### GIVEN RECORDS
____________
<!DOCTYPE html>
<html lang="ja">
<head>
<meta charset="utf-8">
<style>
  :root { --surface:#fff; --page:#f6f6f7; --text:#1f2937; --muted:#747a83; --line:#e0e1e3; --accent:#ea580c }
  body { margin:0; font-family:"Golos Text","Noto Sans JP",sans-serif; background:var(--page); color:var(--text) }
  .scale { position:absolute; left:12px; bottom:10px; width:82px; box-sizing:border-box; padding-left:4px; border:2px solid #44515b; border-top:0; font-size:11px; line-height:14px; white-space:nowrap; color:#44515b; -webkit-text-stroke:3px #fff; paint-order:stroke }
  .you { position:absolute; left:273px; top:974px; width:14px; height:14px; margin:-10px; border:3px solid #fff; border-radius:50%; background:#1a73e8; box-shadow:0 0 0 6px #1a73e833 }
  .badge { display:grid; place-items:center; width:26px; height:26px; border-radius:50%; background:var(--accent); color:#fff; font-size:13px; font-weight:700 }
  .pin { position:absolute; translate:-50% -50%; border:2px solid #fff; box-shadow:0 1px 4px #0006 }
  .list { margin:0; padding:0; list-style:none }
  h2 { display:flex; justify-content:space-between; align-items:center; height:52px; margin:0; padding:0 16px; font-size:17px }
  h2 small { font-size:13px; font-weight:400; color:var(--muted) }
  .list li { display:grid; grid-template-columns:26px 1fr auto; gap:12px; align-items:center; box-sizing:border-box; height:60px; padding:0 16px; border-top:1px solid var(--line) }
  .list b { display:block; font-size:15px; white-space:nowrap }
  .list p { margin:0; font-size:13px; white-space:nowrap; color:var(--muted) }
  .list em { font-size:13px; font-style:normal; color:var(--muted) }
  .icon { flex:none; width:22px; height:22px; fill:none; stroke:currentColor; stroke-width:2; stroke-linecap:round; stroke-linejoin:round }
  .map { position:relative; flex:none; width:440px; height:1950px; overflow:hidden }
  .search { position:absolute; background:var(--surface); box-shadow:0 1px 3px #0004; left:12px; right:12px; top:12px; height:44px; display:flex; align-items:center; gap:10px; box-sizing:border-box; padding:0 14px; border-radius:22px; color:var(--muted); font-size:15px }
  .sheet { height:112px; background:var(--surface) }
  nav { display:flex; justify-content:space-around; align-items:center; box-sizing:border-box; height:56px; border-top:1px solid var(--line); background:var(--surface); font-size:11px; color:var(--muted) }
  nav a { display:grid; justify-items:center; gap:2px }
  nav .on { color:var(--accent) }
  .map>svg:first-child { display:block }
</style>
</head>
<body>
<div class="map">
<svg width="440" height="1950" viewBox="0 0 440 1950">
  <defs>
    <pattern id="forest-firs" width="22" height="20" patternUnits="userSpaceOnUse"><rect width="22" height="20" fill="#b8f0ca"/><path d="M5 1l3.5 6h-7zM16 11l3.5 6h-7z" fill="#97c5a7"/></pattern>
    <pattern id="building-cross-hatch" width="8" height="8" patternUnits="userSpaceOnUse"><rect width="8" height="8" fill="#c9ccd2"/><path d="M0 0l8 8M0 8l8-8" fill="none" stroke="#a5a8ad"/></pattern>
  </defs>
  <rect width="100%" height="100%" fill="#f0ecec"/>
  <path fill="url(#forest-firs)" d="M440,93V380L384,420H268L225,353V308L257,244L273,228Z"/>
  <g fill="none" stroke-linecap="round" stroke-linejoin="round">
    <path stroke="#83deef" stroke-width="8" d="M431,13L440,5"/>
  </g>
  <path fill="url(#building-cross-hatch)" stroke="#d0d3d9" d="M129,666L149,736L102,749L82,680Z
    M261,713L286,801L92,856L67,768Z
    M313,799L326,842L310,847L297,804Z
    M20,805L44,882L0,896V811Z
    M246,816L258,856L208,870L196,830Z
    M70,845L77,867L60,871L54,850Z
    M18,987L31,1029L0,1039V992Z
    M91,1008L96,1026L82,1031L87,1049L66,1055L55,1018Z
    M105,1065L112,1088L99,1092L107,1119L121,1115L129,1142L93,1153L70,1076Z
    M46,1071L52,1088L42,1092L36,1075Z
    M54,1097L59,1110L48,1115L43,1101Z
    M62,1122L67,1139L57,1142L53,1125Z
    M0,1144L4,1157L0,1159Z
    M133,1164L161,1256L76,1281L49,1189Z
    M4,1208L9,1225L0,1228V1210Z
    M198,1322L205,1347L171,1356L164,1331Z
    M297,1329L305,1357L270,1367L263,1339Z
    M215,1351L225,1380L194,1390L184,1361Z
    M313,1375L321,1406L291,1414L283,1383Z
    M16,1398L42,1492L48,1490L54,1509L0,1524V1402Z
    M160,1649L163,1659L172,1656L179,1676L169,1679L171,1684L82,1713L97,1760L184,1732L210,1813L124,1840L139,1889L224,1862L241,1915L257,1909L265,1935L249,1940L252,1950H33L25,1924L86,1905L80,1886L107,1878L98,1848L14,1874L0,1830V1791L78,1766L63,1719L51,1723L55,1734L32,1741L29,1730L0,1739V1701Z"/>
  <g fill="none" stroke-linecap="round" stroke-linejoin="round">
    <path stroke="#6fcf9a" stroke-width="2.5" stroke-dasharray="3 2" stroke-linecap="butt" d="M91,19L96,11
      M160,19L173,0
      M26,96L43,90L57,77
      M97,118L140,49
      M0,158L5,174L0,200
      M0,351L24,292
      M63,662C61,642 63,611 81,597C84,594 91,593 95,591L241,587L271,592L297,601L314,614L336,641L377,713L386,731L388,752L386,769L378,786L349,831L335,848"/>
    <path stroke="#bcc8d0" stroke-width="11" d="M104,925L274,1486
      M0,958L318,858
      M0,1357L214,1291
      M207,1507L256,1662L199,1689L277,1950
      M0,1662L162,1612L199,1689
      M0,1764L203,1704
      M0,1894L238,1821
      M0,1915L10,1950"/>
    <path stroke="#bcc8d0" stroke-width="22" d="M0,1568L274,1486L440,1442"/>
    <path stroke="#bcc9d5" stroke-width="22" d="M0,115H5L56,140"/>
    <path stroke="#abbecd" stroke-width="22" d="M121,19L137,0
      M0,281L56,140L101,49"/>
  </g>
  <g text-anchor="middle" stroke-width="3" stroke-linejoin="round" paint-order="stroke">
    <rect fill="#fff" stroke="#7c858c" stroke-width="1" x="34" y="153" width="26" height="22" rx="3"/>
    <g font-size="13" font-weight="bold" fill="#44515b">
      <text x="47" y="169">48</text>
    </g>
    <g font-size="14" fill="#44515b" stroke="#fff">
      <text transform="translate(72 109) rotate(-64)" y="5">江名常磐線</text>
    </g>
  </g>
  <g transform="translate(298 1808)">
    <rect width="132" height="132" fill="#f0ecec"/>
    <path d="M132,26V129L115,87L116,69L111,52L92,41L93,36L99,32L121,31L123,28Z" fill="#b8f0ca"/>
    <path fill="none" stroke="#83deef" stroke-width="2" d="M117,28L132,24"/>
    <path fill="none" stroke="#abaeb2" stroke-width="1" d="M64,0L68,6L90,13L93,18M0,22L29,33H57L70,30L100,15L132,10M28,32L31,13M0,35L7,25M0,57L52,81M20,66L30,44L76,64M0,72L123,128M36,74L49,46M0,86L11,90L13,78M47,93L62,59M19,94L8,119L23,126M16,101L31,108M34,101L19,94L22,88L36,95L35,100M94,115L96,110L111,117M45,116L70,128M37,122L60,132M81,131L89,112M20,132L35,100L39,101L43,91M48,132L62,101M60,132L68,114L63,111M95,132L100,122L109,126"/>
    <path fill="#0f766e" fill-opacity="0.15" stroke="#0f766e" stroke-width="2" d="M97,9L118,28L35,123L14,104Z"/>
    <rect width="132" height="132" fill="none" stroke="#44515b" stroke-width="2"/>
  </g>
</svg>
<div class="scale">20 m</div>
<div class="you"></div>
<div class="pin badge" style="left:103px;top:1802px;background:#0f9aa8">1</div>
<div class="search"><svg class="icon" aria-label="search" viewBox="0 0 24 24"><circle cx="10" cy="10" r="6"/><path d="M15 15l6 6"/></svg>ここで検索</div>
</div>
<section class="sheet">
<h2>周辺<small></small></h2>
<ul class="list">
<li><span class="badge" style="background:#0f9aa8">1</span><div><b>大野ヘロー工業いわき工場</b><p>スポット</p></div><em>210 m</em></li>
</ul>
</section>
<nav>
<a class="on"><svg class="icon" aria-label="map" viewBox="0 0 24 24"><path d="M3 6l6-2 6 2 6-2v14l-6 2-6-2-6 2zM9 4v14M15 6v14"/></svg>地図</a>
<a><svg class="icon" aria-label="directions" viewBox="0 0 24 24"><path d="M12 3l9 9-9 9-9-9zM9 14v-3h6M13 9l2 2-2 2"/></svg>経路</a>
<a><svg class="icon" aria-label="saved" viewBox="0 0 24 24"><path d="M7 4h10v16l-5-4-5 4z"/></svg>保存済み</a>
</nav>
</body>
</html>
____________
### TASK TO COMPLETE
Whenever the word "scale" appears in a line of the listing, copy out that line.

### REPLY TO THE TASK
  .scale { position:absolute; left:12px; bottom:10px; width:82px; box-sizing:border-box; padding-left:4px; border:2px solid #44515b; border-top:0; font-size:11px; line-height:14px; white-space:nowrap; color:#44515b; -webkit-text-stroke:3px #fff; paint-order:stroke }
<div class="scale">20 m</div>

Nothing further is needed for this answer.